Cherry Hill elects its county committee members at large in a winner-take-all contest, where a single vote is cast for the entire slate. A South Jersey Progressive Democrats slate of three – Susan Druckenbrod, Rena Margulis, and Dave Stahl – received 5,547 votes; the 74-member party-endorsed slate won 3,350.
“This looks like a tie to me. There were two ties. There was a tie for first or a tie for second and third, and it was a tie for fourth through seventy-fourth,” said Judge Michael Kassel. “It’s a perfect fit with (the statute), but it’s close enough.”
Kassel explained that he viewed his ruling as fair and equitable.
“You have 74 vacancies. You have 77 people who want to fill those 74 vacancies. Fair enough? It seems to me that the fairest thing to do is to give the top 74 vote-getters gets the job, so to speak. Somebody will finish first. Somebody finished 15th. Somebody finished 74th. The person who finishes 75th. 76. 77. They’re out of luck,” Kassel said. “It’s not a controversial position. It’s true. If you treat all 77 as a binary.”
With just three candidates, Kassel said, the progressive slate’s best-case scenario was to get three seats out of 74.
“They couldn’t expect four. They couldn’t expect 74. They ran three people. I’m not being critical; it’s just a fact. The other side ran 74,” the judge explained. “If it had gone the way that they hoped, all 74 would have been elected. It didn’t.”
Bill Tambussi, the counsel for the Camden County Democrats, noted that the bylaws of the Cherry Hill Democrats required a quorum of 30%, something that a panel of three couldn’t achieve
“They can’t have a quorum,” Tambussi said. “They can’t have a quorum to conduct business.”
But Yael Bromberg, the attorney for Druckenbrod, Margulis, Stahl, said she would appeal a ruling that gives the organization Democrats a 71-3 majority.

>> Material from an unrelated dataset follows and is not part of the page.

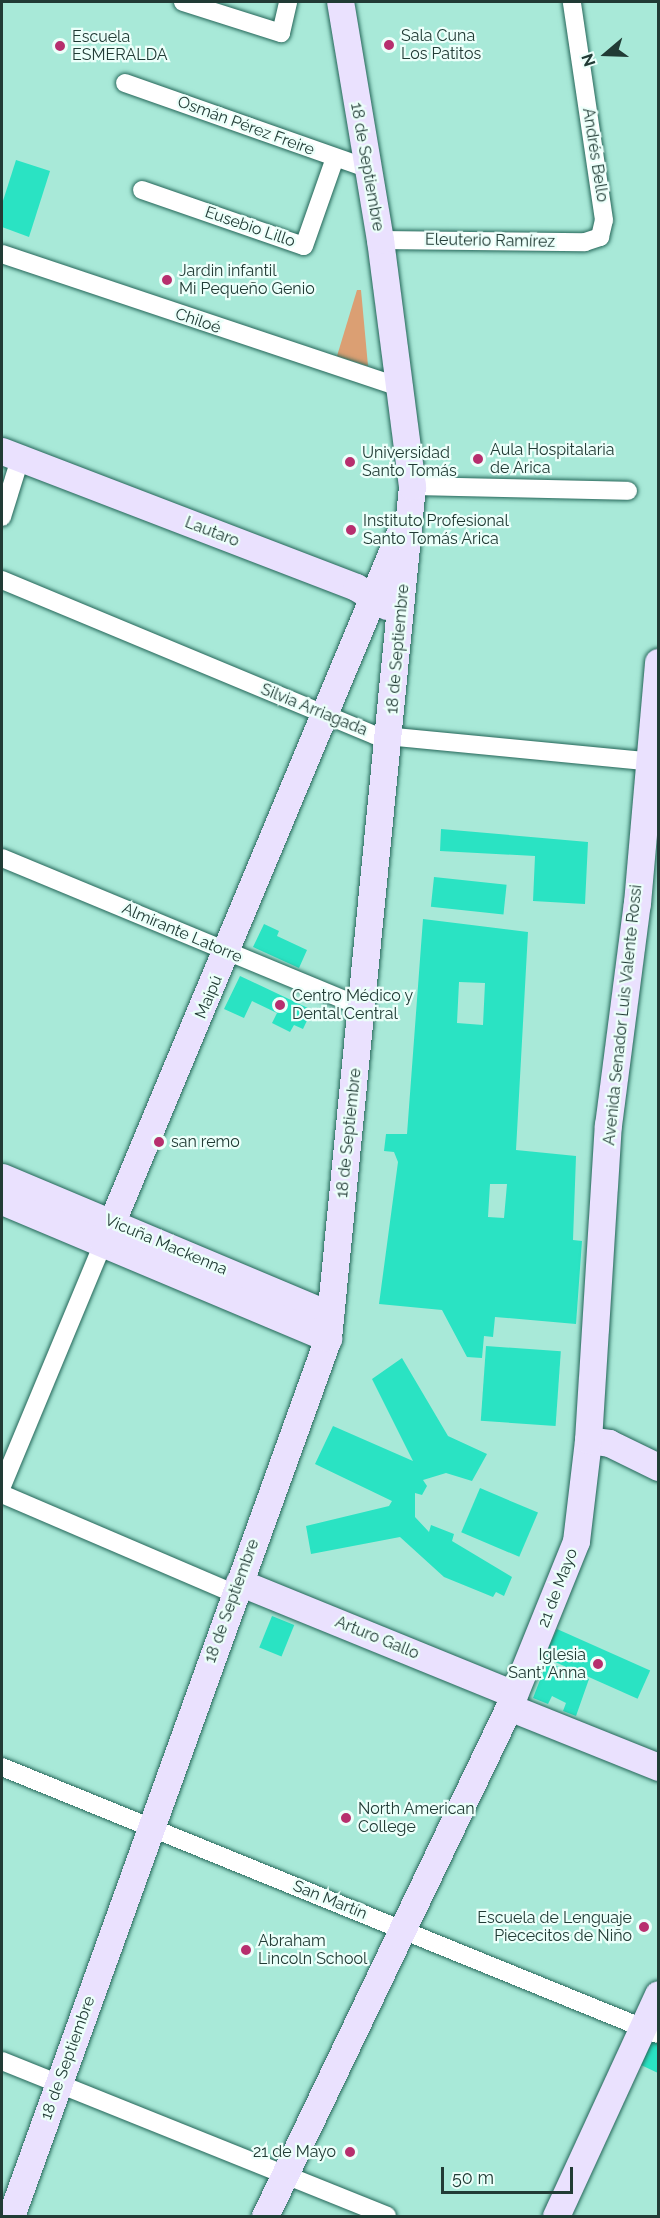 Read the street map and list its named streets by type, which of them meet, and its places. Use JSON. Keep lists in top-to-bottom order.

“That was clearly not the will of the voters. They voted for change,” Bromberg said. “And that vote for change did not happen in a vacuum. It happened in an ecosystem.”
Kassel issued a 45-day stay preventing the local Democrats from organizing, pending an appeal.
Attorney General Matt Platkin filed an amicus brief in support of the progressive slate, but no one from his office appeared in court today.